Fetih ile fetih

İsmail Öz / Sosyolog-Yazar
4.06.2016

Fetih merkezinde yaşanan‘tarihten referans alma’nın en anlamlı yanı şudur: Yakın tarihimizdeki diğerleri gibi îcad edilmemiş olması ve kahramanlarının zaferini öne çıkarmasının yanında, iktidardakilerle milletin ortak talebini ortaya koyması. Bu sebeple, referans noktası olarak alınan bu değerler, çatıştıran değil birleştiren bir fonksiyon üretmektedir.


Fetih ile fetih

İsmail Öz / Sosyolog-Yazar

“Toplumlar, tarihlerini çökerken ya da yükselirken daha çok merak ederler.”

Karl Mannheim

Bu yazıda, “Tarih nedir?” sorusuna Edward Hallett Carr kadar güzel bir cevap veremeyeceğim için yeni bir cevap arayacak değilim. Fakat tarihsel direnç noktalarının yaşatılmasının ne denli önemli olduğu, tarihçilerin dikkatinden kaçmamıştır. Bu dikkat benim gibi tarihçi olmaya çalışan birinin de dimağına doğal olarak sokulmuştur. Bu sebeple tanımdan ziyade dikkat çekme çabası olarak değerlendirilebilecek bir yazı olduğunu rahatlıkla ifade edebilirim   Tarih boyunca neredeyse bütün iktidarların yönetim anlayışlarına göre değişen, geleceğe bir projeksiyon oluşturma gayretleri, arzuları hatta mecburiyetleri olmuştur. Bu, geçmişten geleceğe tutulan aynadan yansıyanlar ya da yansıtılanlar, bazen toplumların genleriyle, inanç kodlarıyla birebir uyum içerisinde olmuş bazen de bir çatışmaya dönüşmüştür. Hiç kuşku yok ki çatışmacı eğilimde olan ve toplumların üzerine tepeden inen idareler, kendilerini köklü bir geleneğe ait-miş gibi göstermek için yine yönlendirebildikleri “tarihçileri” eliyle kendi tarihlerini yazdılar. Bunu yaparken de “Ufalanmış Tarih” diyen François Dosse’yi hatırlatan bir icranın aktörlüğüne soyundular. Toplumunun genleriyle uyumlu hareket edemeyen, tepeden inmeci ya da buyurgan anlayışlar, Batı ülkelerinin tarihinde olduğu gibi Doğu ülkelerinin tarihinde de vardır. Kendi tarihlerinden öç almak isteyenler çoğu zaman kendi milletleriyle çatışmak zorunda kaldılar. Çünkü toplumun hafızasını silmek için onlara “Hayır, siz yanlış gördünüz!” demeyi gerektiriyordu; bunun karşısında “Biz doğruyu gördük.” deme cesaretini gösterenlerin ise sindirilmesi.

Seneca haklıydı

Fakat bu tutum içerisinde olan zalim yöneticiler sanki Milâdî 1050’li yıllarda yaşamış bir düşünce adamı olan Seneca’nın söylediği ve bugünkü modern sosyolojinin dahi belki üzerine çıkamadığı şu sözü duymamış gibiler; “Öç alma sebebinden önce öç alma isteğinin ortadan kalkması gerekir; aksi halde tıpkı kesilen ağaçların pek çok dalından filiz sürmesi gibi, kralın zalimliği de düşmanların sayısını giderek artırır; zira katledilenlerin ana babaları ve çocukları, hatta yakınları ve arkadaşları da her bir katledilenin yerini alır.”

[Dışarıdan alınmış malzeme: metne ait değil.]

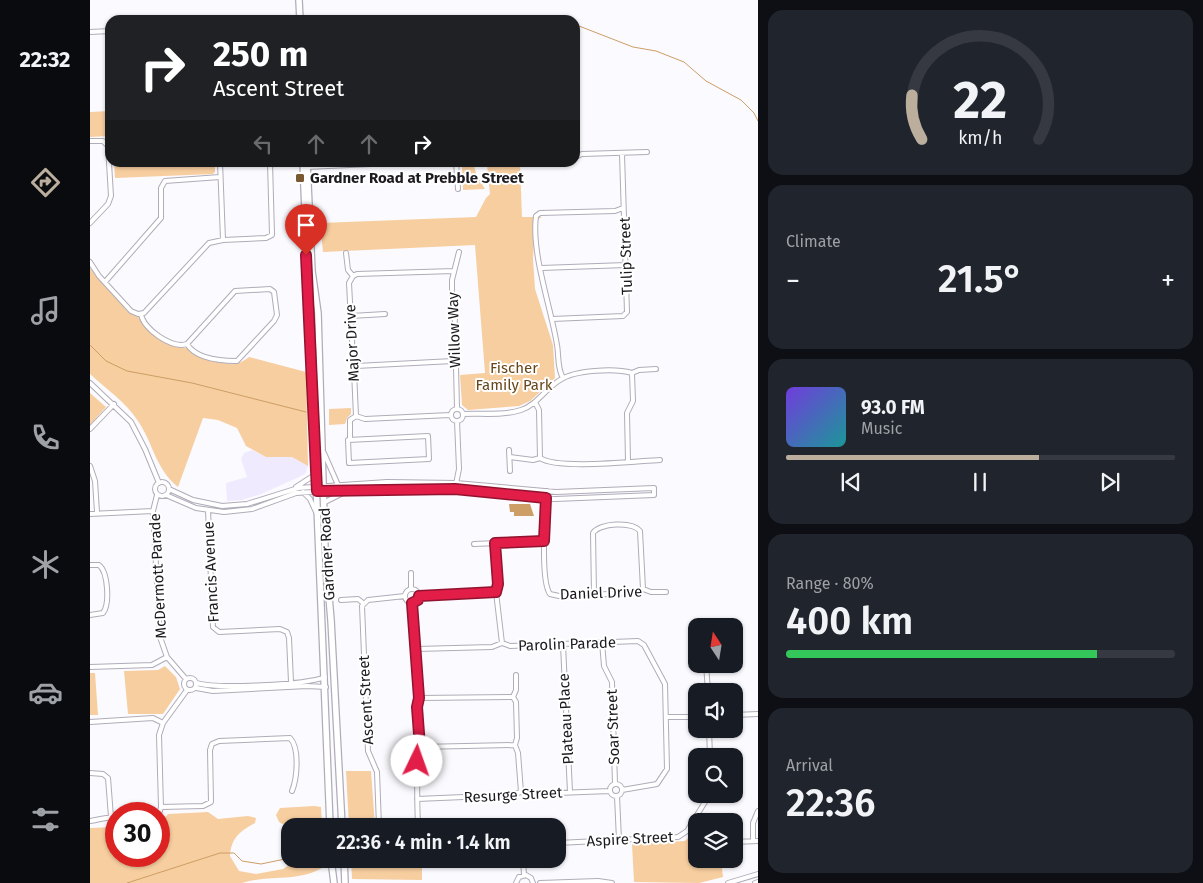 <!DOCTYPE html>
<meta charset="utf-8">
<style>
body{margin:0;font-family:"Fira Sans",sans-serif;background:#20242c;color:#f1f3f6;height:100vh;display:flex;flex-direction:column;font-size:19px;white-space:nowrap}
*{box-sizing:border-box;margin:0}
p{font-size:16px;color:#9ea1a6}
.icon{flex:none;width:28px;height:28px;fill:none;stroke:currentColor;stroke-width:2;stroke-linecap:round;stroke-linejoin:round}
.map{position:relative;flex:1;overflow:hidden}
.details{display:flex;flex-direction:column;gap:10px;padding:10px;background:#0d0f14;width:445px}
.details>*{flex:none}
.top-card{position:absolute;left:15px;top:15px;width:475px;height:152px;border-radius:15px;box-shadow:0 1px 4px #0004;background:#202124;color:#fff;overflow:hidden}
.needle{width:32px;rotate:348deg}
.controls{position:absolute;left:598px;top:618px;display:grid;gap:10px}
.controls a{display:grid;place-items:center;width:55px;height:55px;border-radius:10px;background:#171b24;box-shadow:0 1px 4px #0004;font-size:25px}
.speed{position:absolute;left:15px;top:802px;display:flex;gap:10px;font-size:25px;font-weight:700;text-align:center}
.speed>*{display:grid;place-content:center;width:65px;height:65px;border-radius:50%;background:#171b24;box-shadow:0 1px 4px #0004;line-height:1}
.speed .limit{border:8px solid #d22;background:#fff;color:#111}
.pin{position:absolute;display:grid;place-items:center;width:42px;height:42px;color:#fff;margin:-51px -21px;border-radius:50% 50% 50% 0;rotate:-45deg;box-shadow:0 0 5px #0007}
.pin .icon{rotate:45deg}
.me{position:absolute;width:55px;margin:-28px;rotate:3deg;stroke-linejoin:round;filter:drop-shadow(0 0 4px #0008)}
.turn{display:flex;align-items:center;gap:18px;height:105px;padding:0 25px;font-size:22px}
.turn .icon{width:65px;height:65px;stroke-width:2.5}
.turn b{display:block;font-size:35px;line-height:42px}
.lanes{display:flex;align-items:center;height:48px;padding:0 25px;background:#0003;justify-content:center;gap:25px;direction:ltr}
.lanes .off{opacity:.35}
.big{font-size:38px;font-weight:600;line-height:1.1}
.details .card{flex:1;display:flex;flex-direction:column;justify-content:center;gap:8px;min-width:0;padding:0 18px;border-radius:15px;background:#20242c}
.details .dial{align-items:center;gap:0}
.dial svg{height:130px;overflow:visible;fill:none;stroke:#363941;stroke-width:7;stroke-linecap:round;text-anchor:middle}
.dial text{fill:#f1f3f6;stroke:none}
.song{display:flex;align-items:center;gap:15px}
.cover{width:60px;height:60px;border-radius:8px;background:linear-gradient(135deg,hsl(260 70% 55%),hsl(180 70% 35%))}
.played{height:5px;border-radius:2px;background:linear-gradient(90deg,#bbae9d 65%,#363941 65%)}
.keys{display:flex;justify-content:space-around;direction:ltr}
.heat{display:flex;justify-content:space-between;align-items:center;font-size:28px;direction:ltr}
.charge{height:8px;border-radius:4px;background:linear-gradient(90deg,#34c759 80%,#363941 0)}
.trip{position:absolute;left:191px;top:818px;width:285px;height:50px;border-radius:15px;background:#171b24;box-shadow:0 1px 4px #0004;font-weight:600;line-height:50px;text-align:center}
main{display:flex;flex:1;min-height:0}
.menu{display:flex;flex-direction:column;width:90px;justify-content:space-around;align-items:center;background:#090b0e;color:#9ea1a6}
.menu .icon{width:35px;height:35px}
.menu .selected{color:#bbae9d}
.menu b{font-size:22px;color:#f1f3f6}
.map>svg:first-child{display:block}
.built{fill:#f0eafe}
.green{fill:#f7ce9f}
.water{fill:#cd9e65}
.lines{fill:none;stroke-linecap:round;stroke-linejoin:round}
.stream{stroke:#cd9e65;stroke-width:1}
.street-casing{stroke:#b0acb8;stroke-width:6}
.secondary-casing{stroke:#b0acb8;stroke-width:8}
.street{stroke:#fff;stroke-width:4}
.secondary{stroke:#fff;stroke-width:5.5}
.route-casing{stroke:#92132f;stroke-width:12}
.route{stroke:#e11d48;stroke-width:9}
.poi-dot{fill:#7a5930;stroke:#fff;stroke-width:2}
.labels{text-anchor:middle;stroke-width:4;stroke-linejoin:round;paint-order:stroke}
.poi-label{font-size:15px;font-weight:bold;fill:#1c1a1f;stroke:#fff;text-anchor:start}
.street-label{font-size:15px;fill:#1c1a1f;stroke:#fff}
.park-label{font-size:15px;fill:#67461a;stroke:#fff}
</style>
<main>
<nav class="menu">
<b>22:32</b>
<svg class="icon selected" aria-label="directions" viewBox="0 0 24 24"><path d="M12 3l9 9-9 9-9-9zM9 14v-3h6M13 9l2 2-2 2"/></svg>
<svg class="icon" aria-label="music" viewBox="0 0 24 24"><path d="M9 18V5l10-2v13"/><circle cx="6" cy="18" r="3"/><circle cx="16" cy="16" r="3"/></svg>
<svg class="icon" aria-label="phone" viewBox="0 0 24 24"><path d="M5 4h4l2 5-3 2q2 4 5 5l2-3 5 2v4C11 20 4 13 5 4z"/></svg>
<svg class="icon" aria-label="climate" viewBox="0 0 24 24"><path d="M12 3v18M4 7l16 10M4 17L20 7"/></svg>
<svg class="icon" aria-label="car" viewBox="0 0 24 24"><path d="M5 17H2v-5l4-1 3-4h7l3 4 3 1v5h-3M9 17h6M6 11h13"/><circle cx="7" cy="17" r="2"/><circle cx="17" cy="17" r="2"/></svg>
<svg class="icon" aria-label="filters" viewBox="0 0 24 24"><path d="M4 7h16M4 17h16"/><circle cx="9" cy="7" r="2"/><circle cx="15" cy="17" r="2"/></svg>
</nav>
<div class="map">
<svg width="668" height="883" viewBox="0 0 668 883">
<rect width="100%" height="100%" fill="#fbfaff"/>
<path class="built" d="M162,450L176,457H202L218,466L215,474L207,478L171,494L152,500L137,501L136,483L157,477L151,459L154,453Z"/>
<path class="green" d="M20,111V136L0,137V112Z
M24,163H125V172L123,174L25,178Z
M430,163L432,217H452L445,221L443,259L445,289L463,345L465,378L440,401L429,406L378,410L372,405L370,375L395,373L385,245L233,252L230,223L386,217L396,198L400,194L397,165Z
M384,166L387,176L395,189L373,190L372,167Z
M0,268L37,311L48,317L68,338L88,347L97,348C105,358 136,366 148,363C152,362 156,359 159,357L216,372L218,466L202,457H176L156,446L147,428L128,420L113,418L88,487C65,468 64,445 48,421C36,402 16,389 0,374Z
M0,393L16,407L0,425Z
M261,408V414L257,418L255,424L239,425V409Z
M75,666L86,677L90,689L73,714H38L34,671L68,670Z
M0,673H5L8,715H0Z
M256,771H281L285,826H259Z
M224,806L231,807L232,826H200V828L189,822L186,815L190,808Z
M118,812L128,819L158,816L166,818L165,823C150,831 141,838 140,856L149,871L166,874L193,869L208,859H233L234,867C207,883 181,874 152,883H0V828L26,827V856H69V826L78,814Z
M606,830V859H631L633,877L609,883L544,882L542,844L595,841Z
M261,859H332V880L262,879Z"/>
<path class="water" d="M419,504H440L444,516H424V512H420Z"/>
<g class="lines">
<path class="stream" d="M489,26L543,47L566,51L594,62L616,81L651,100L664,113L668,121
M0,345L16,361L37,371L102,383L216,412
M37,883L130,853H144L152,861L171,864L200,858"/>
<defs>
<path id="street" d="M0,32L20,31
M0,141H13L18,146L21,196L18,204L0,223
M485,157L492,154L557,152
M130,162L133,240
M366,162L368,189
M217,167L323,162
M256,253L258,270L263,276
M0,262L9,276L41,311L48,314L54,313L119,243L133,240L176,238L182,235L180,162
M451,268L536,265
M15,282L71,218V188L75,181L130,177
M51,314C53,329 82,349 97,344C106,359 130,361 147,361L184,321L187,315L184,292L180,289L145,291L97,344
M261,316L295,314
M462,319L533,316L537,312L532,154
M266,366L363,361
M473,378C467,368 469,356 467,345C461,307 441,253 446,216L450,213L525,211L533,208
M0,383L41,422L55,449L69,483
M367,408L366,367L363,361L365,316L362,307V280L369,252
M361 415a6 6 0 1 1 12 0a6 6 0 1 1-12 0Z
M373,414C391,413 413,416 431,410C447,405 456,388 470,380C485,370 525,368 542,373L549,370L566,369
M360,415L275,419L266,416L264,371L266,366L263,359L259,283L263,276L267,274L364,271
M0,429L24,404
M338,436L339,459L259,463L258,440Z
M260,440V420L266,416
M419,450L420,471
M234,453L248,485
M420,457L443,460L450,458L449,410L445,402
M450,458C468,470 546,461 570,460
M538,461L537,413L543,401L542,373
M0,466L5,481L7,512
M65 489a7 7 0 1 1 14 0a7 7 0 1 1-14 0Z
M366,484L369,469L367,421
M206,487L223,476L225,471
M457,491C455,509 450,581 460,594L469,596L545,593L553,589L561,592H576
M213,492L220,499L226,512
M67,495L63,511L70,637L77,657L96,679
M76,495L106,508L134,512L162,509L206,493L259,490L365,489L465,499L564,495V488L466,492L366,483L297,482L208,488L157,504L132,506L103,500L79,489
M235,502L257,491
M118,510L123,627L129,632L190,629L197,632L199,638L201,682
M0,514L63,511
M405,543L408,584L406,592L412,643L420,646L548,641L554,645L575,684L577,769L567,784L532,790
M384,544L454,541
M0,565H9C18,572 20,604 13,613L0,615
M321,573V589
M315 596a7 7 0 1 1 14 0a7 7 0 1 1-14 0Z
M504,594L503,533C509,523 542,521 550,531L553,589
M329,596L406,592
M251,600L268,599L273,603
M322,603L329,698C325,715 332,733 329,748C326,775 327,800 328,826
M512,642L514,666L522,682L525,784
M473,645L480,792
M326,649L402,647L412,643
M616,664L618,691
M0,667L62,665L77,657
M426,675V690L423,697L426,702L427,738L425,745L428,753L431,792
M94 684a6 6 0 1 1 12 0a6 6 0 1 1-12 0Z
M107,683C126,689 216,685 235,677
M106,688L123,691L217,686L236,687
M329,698L423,697
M644,715L668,714
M576,717H606
M0,722L63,718L73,723
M619,729L620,756
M330,747L425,745
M0,773L13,774L18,778L21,817
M520 790a6 6 0 1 1 12 0a6 6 0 1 1-12 0Z
M527,796L529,840
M327,799L421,795L431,792L441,794L520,791
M71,807L113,806L121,802L120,750L122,744L129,741L200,738C210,748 207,779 202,791
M69,814L71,807L69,735L73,723L97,690
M0,821C9,820 18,816 26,818
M289,826L287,772L278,751L272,606L278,600L315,596
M663,841V823L668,811
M644,842L668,841
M468,843L588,837L597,831L620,794
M433,859L434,875
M426,883L429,877L436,875L441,878L443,883
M450,883L508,881L522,883
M638,883L668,874
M665,883L668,882"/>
<path id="secondary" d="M209,0L210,20
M213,162L240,826
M217,162L222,271L228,313L235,550L241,620L252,826
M241,859L244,883
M254,859L255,883"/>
</defs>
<use href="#street" class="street-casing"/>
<use href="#secondary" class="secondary-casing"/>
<use href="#street" class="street"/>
<use href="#secondary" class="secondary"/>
</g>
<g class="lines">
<defs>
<path id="route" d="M216,255L227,491L365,489L456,498L454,541L405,543L408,584L406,592L329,596L328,600L322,603L329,698L327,707L330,747L327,761"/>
</defs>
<use href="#route" class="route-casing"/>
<use href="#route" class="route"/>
</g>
<rect class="poi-dot" x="205" y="173" width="10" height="10" rx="2.5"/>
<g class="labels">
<g class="poi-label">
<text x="220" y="183">Gardner Road at Prebble Street</text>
</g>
<g class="street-label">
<text transform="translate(536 256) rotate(-92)" y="5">Tulip Street</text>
<text transform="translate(364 330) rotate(-92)" y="5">Willow Way</text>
<text transform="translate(262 343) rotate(-93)" y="5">Major Drive</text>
<text transform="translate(237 554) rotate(-93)" y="5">Gardner Road</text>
<text transform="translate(121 572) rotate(-93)" y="5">Francis Avenue</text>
<text transform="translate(68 576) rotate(-93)" y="5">McDermott Parade</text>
<text transform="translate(511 593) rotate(-2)" y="5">Daniel Drive</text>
<text transform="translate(477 644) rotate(-2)" y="5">Parolin Parade</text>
<text transform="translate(276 700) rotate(-93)" y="5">Ascent Street</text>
<text transform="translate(476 719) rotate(-93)" y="5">Plateau Place</text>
<text transform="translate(523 727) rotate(-92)" y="5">Soar Street</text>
<text transform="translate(423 795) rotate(-3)" y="5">Resurge Street</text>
<text transform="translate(540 839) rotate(-3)" y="5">Aspire Street</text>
</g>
<g class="park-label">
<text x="424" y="373">Fischer<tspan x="424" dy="17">Family Park</tspan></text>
</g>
</g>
</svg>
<div class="controls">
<a><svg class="needle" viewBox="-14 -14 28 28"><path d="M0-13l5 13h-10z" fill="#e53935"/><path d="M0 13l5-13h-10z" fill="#9ea1a6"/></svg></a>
<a><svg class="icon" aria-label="sound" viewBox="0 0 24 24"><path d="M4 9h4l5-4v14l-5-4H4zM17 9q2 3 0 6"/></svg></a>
<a><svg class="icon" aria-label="search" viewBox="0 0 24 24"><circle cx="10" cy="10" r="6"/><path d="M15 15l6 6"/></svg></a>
<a><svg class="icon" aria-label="layers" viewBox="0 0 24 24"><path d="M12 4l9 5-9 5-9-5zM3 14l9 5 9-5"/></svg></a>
</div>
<div class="speed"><div class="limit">30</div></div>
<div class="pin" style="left:216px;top:255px;background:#d93025"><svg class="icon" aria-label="arrive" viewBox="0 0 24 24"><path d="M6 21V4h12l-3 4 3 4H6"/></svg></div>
<svg class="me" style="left:327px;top:761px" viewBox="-20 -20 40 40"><circle r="19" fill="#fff"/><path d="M0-13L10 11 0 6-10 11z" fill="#e11d48"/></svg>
<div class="trip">22:36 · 4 min · 1.4 km</div>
<div class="top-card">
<div class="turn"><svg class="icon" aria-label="right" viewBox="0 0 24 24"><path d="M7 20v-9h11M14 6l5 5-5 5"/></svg><div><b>250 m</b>Ascent Street</div></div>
<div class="lanes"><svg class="icon off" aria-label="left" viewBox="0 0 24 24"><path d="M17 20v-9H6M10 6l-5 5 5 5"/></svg><svg class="icon off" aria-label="ahead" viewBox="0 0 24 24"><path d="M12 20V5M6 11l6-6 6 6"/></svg><svg class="icon off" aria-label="ahead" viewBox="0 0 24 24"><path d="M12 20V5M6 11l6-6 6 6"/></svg><svg class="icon" aria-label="right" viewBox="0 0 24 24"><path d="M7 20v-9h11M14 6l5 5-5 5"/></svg></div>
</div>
</div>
<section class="details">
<div class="card dial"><svg viewBox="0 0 100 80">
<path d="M14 69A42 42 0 1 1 86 69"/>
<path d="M14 69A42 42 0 0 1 8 42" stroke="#bbae9d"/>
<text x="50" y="56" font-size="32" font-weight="700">22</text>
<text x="50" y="72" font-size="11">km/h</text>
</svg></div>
<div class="card"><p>Climate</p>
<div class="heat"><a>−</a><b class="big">21.5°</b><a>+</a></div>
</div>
<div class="card">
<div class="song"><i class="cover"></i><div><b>93.0 FM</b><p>Music</p></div></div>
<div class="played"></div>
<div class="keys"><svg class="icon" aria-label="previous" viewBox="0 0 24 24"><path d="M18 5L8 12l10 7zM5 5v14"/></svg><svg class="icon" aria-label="pause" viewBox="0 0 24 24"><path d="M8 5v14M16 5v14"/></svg><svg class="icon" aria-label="next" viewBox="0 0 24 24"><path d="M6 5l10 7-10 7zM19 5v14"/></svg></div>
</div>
<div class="card"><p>Range · 80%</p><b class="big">400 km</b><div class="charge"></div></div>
<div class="card"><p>Arrival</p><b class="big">22:36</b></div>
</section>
</main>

Nitekim “tarih silme” işlemi uygulayanların çoğu zaman başvurduğu yöntem, o tarihi taşıyan beyinlerin ya da kitapların yok edilmesi anlamına geliyordu. Her şeye rağmen gerçekler buldukları ilk yeşerme fırsatından yaralanarak çoğaldı çoğaldı ve nihayet, genel manada insanlık özelde ise milletler yok edilenlerinin yerini aldı. Bu, bizim yakın tarihimizin de bir gerçeği idi. Bu yeşermenin ilk nüveleri 1946 yılındaki Yalta Konferansı’yla atıldı. Daha sonra ise 1950 yılında ilk filizini Demokrat Parti’yle verdi. Sonra çoğalarak ve her bir dönemle yeni ivmeler kazanarak geldi. Nihayet bugün fetih kutlamalarında meydanları dolduranlar da aslında tarihi silmeye çalışanların bir kez daha yenildiğini gösteriyor. Yani zalim Nero’ya haykıran Seneca haklıydı dercesine, şimdi de  “Tek-Parti yanlış yaptı ve bu yanlışta bizi çoğalttı” diyorlar.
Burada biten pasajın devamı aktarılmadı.